Ma première question voudrait porter sur la genèse de votre beau nouveau récit, Le Fin chemin des Anges qui vient de paraître chez Denoël. Comment vous est venu le désir d’écrire sur le destin tragique de Louis, un jeune garçon ayant vécu au 19e siècle, dont la “naissance ne fut ni une joie ni une peine, simplement l’accueil de celui dont la vie réclame de la place”, qui ne marchait “pas droit” et qui, pour avoir musardé des poires, fut emprisonné comme s’il était “le prince du vice et du démon” ? En aviez-vous porté l’idée depuis longtemps ou ce roman est-il né à l’occasion d’une sollicitation pour la nouvelle collection dirigée par Anna Khachaturova dans lequel il figure, à savoir “Locus” consacré aux lieux abandonnés qui sont autant d’énigmes ? Car l’emprisonnement de Louis se fait dans un lieu particulier, un bagne pour enfant sur l’île du Levant, île qui figurait déjà dans votre précédent récit, Ici commence un amour : est-ce que la visite de ce lieu abandonné, “cette colonie pénitentiaire agricole”, a nourri ainsi votre souci narratif, ce que vous nommez “cette dérive fictionnelle aux frontières de l’histoire” ?
La genèse de ce livre, c’est un peu tout cela à la fois. À commencer par ma découverte de l'île du Levant, où je me rends depuis quelques années, et qui est immédiatement devenue un lieu de ressource et d'écriture. J'y ai appris par hasard l'existence de cette colonie pénitentiaire, puis après quelques recherches, l’histoire dramatique de la révolte de ses enfants, survenue 02 octobre 1866, évènement qui est le fil rouge de ce livre. Mais ces éléments sont restés embrumés dans ma tête pendant longtemps. Ce qui reste de la colonie est enfermé dans la zone militaire qui couvre la plus grande partie de l’île, on ne peut pas y avoir accès. C'est assez ironique de savoir que les vestiges de cette prison sans murs - la mer faisant à l’époque office de limite - sont aujourd’hui rendus inaccessibles par un dense réseau de grillages et de barbelés. C’est, je crois, cette impossibilité de s’y rendre et d’y cultiver la mémoire qui a été le déclencheur de l’écriture de ce livre. Anna Khachaturova, éditrice chez Denoël, m'avait écrit un mail laissé sans réponse deux ans avant notre rencontre. Je me suis souvenu de sa proposition, et je l’ai recontacté. Il ne m’a pas fallu longtemps pour sentir que nous partagions une vision autour de ce que peuvent être les lieux laissés en arrière de l'histoire, et j’ai donc accepté d’ouvrir cette nouvelle collection avec cet ouvrage, ce dont je suis très heureux.

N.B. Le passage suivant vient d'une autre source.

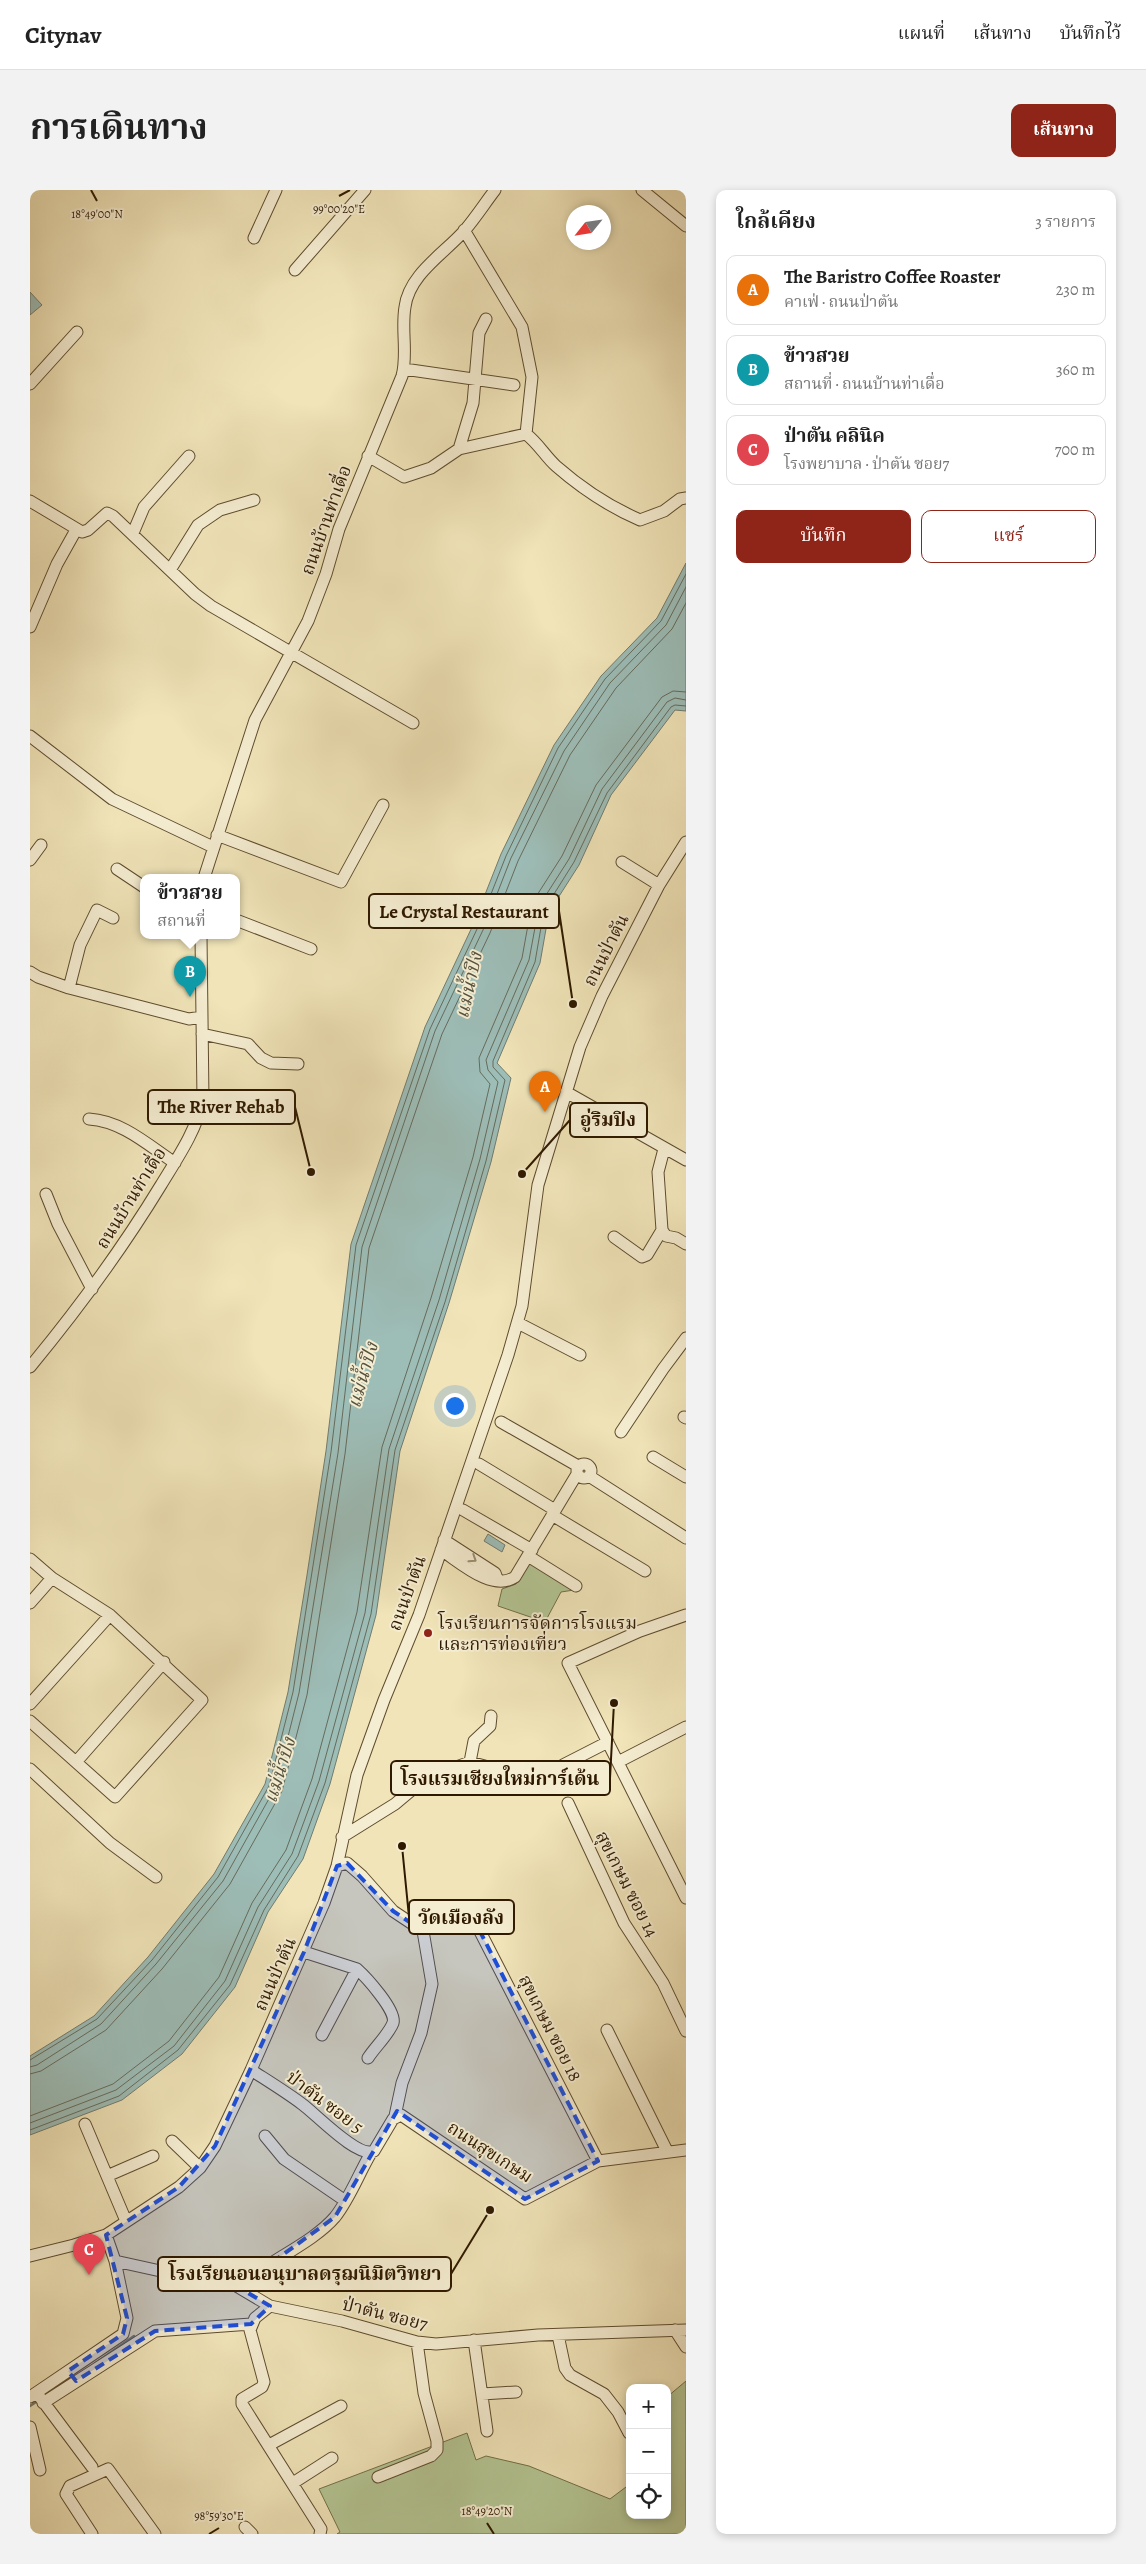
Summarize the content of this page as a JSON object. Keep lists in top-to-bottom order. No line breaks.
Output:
{"streets":{"street":["ถนนบ้านท่าเดื่อ","ถนนป่าตัน","สุขเกษม ซอย 14","สุขเกษม ซอย 18","ป่าตัน ซอย 5","ถนนสุขเกษม","ป่าตัน ซอย7"]},"crossings":[["ถนนป่าตัน","ป่าตัน ซอย 5"],["สุขเกษม ซอย 18","ป่าตัน ซอย 5"],["สุขเกษม ซอย 18","ถนนสุขเกษม"],["ป่าตัน ซอย 5","ถนนสุขเกษม"]],"water":["แม่น้ำปิง"],"places":["Le Crystal Restaurant","The River Rehab","อู่ริมปิง","โรงเรียนการจัดการโรงแรม และการท่องเที่ยว","โรงแรมเชียงใหม่การ์เด้น","วัดเมืองลัง","โรงเรียนอนอนุบาลดรุฌนิมิตวิทยา"],"north":"bottom left","page":{"header":"Citynav","nav":["แผนที่","เส้นทาง","บันทึกไว้"],"title":"การเดินทาง","buttons":["เส้นทาง",["บันทึก","แชร์"]],"heading":["ใกล้เคียง","3 รายการ"],"list":[{"mark":"A","name":"The Baristro Coffee Roaster","note":"คาเฟ่ · ถนนป่าตัน","value":"230 m"},{"mark":"B","name":"ข้าวสวย","note":"สถานที่ · ถนนบ้านท่าเดื่อ","value":"360 m"},{"mark":"C","name":"ป่าตัน คลินิค","note":"โรงพยาบาล · ป่าตัน ซอย7","value":"700 m"}],"popup":["ข้าวสวย","สถานที่"],"pins":["B","A","C"],"map_buttons":["+","−"]},"coordinates":["99°00'20\"E","18°49'00\"N","18°49'20\"N","98°59'30\"E"]}
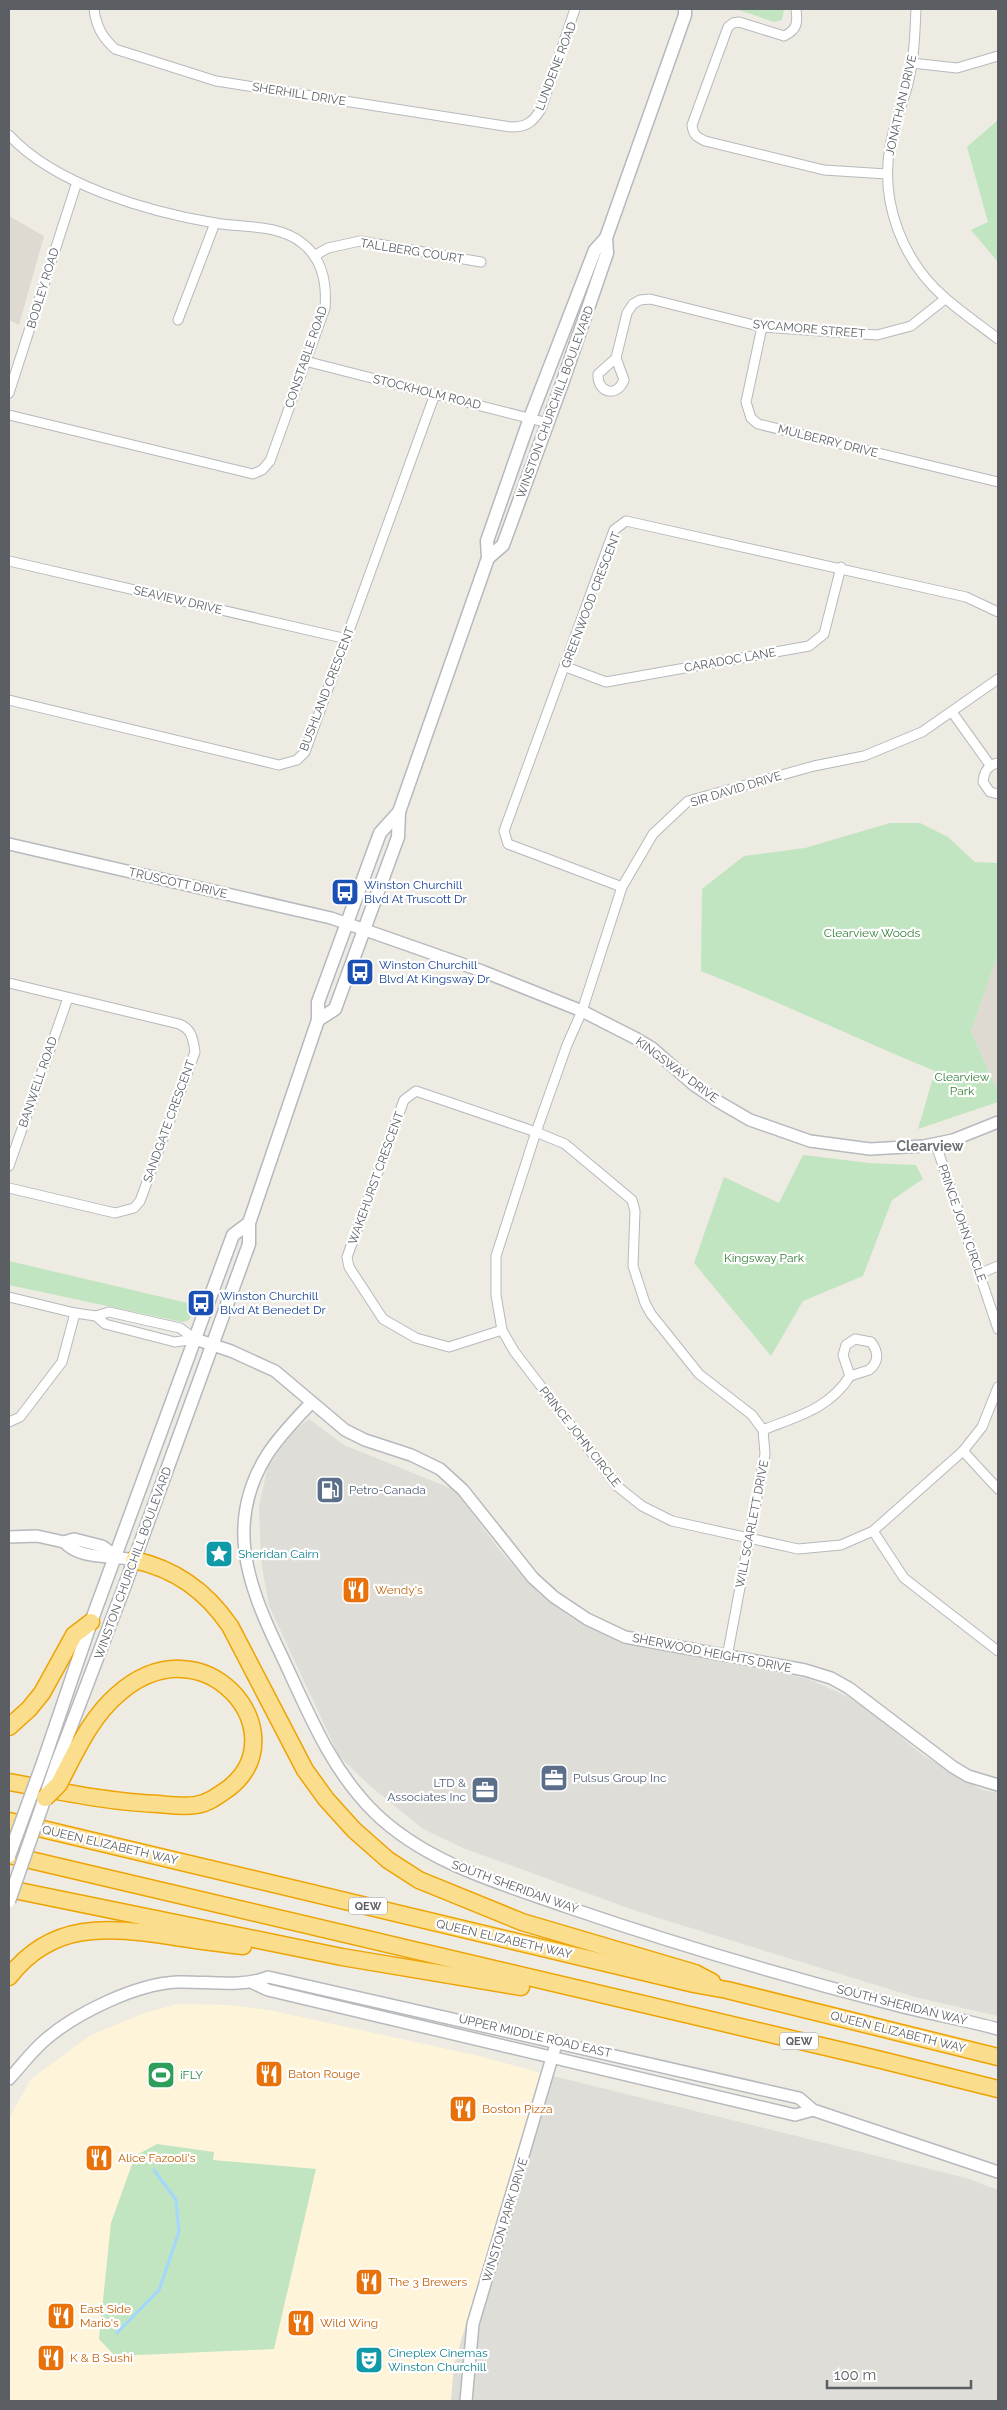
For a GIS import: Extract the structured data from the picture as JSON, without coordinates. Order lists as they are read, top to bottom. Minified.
{"streets":{"highway":["QUEEN ELIZABETH WAY","QEW"],"main road":["WINSTON CHURCHILL BOULEVARD"],"street":["LUNDENE ROAD","SHERHILL DRIVE","JONATHAN DRIVE","TALLBERG COURT","BODLEY ROAD","SYCAMORE STREET","CONSTABLE ROAD","STOCKHOLM ROAD","MULBERRY DRIVE","SEAVIEW DRIVE","GREENWOOD CRESCENT","CARADOC LANE","BUSHLAND CRESCENT","SIR DAVID DRIVE","TRUSCOTT DRIVE","KINGSWAY DRIVE","BANWELL ROAD","SANDGATE CRESCENT","WAKEHURST CRESCENT","PRINCE JOHN CIRCLE","WILL SCARLETT DRIVE","SHERWOOD HEIGHTS DRIVE","SOUTH SHERIDAN WAY","UPPER MIDDLE ROAD EAST","WINSTON PARK DRIVE"]},"crossings":[["LUNDENE ROAD","SHERHILL DRIVE"],["JONATHAN DRIVE","SYCAMORE STREET"],["TALLBERG COURT","CONSTABLE ROAD"],["BODLEY ROAD","CONSTABLE ROAD"],["SYCAMORE STREET","MULBERRY DRIVE"],["CONSTABLE ROAD","STOCKHOLM ROAD"],["STOCKHOLM ROAD","WINSTON CHURCHILL BOULEVARD"],["STOCKHOLM ROAD","BUSHLAND CRESCENT"],["WINSTON CHURCHILL BOULEVARD","TRUSCOTT DRIVE"],["WINSTON CHURCHILL BOULEVARD","KINGSWAY DRIVE"],["WINSTON CHURCHILL BOULEVARD","SHERWOOD HEIGHTS DRIVE"],["WINSTON CHURCHILL BOULEVARD","QEW"],["SEAVIEW DRIVE","BUSHLAND CRESCENT"],["GREENWOOD CRESCENT","CARADOC LANE"],["GREENWOOD CRESCENT","SIR DAVID DRIVE"],["SIR DAVID DRIVE","KINGSWAY DRIVE"],["SIR DAVID DRIVE","PRINCE JOHN CIRCLE"],["TRUSCOTT DRIVE","KINGSWAY DRIVE"],["KINGSWAY DRIVE","PRINCE JOHN CIRCLE"],["BANWELL ROAD","SANDGATE CRESCENT"],["WAKEHURST CRESCENT","PRINCE JOHN CIRCLE"],["PRINCE JOHN CIRCLE","WILL SCARLETT DRIVE"],["WILL SCARLETT DRIVE","SHERWOOD HEIGHTS DRIVE"],["SHERWOOD HEIGHTS DRIVE","SOUTH SHERIDAN WAY"],["UPPER MIDDLE ROAD EAST","WINSTON PARK DRIVE"]],"districts":["Clearview"],"parks":["Clearview Woods","Clearview Park","Kingsway Park"],"places":{"bus stop":["Winston Churchill Blvd At Truscott Dr","Winston Churchill Blvd At Kingsway Dr","Winston Churchill Blvd At Benedet Dr"],"fuel station":["Petro-Canada"],"place":["Sheridan Cairn"],"restaurant":["Wendy's","Baton Rouge","Boston Pizza","Alice Fazooli's","The 3 Brewers","East Side Mario's","Wild Wing","K & B Sushi"],"office":["Pulsus Group Inc","LTD & Associates Inc"],"sports":["iFLY"],"theatre":["Cineplex Cinemas Winston Churchill"]},"scale_bar":"100 m"}
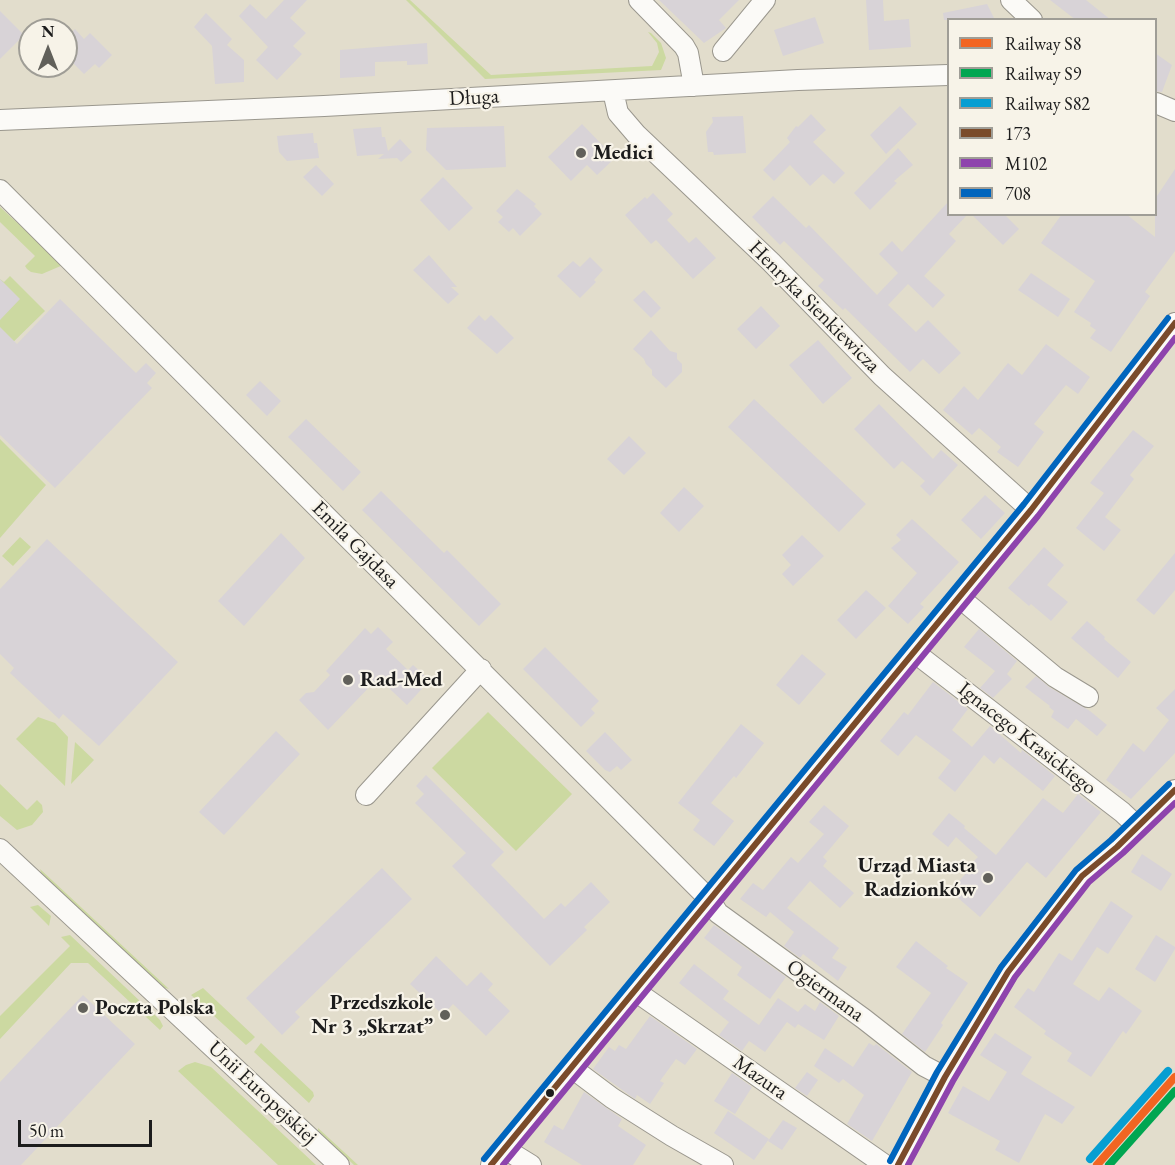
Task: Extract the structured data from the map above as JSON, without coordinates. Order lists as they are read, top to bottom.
{
  "streets": {
    "street": [
      "Długa",
      "Henryka Sienkiewicza",
      "Emila Gajdasa",
      "Ignacego Krasickiego",
      "Ogiermana",
      "Mazura",
      "Unii Europejskiej"
    ]
  },
  "crossings": [
    ["Długa", "Henryka Sienkiewicza"],
    ["Emila Gajdasa", "Ogiermana"]
  ],
  "places": [
    "Medici",
    "Rad-Med",
    "Urząd Miasta Radzionków",
    "Poczta Polska",
    "Przedszkole Nr 3 „Skrzat”"
  ],
  "lines": [
    "transit line 708",
    "transit line 173",
    "transit line M102",
    "rail line S82",
    "rail line S8",
    "rail line S9"
  ],
  "legend": [
    "Railway S8",
    "Railway S9",
    "Railway S82",
    "173",
    "M102",
    "708"
  ],
  "scale_bar": "50 m",
  "north": "top"
}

Pour ce qui est de Louis, il était important pour moi de faire entendre la voix d’un garçon sans mal, qui se retrouve dans cet enfer plus par hasard que par fatalité, et dont l’environnement n’arrive pas à le corrompre malgré toute la violence qu’il exerce sur lui.
Il me fallait Louis pour traverser cette histoire, parce que Louis est comme un talisman d’amour au milieu du chaos. L’amour est la première des choses qui a fait défaut à ces enfants, le manque d’amour est la première pierre de leur tragédie.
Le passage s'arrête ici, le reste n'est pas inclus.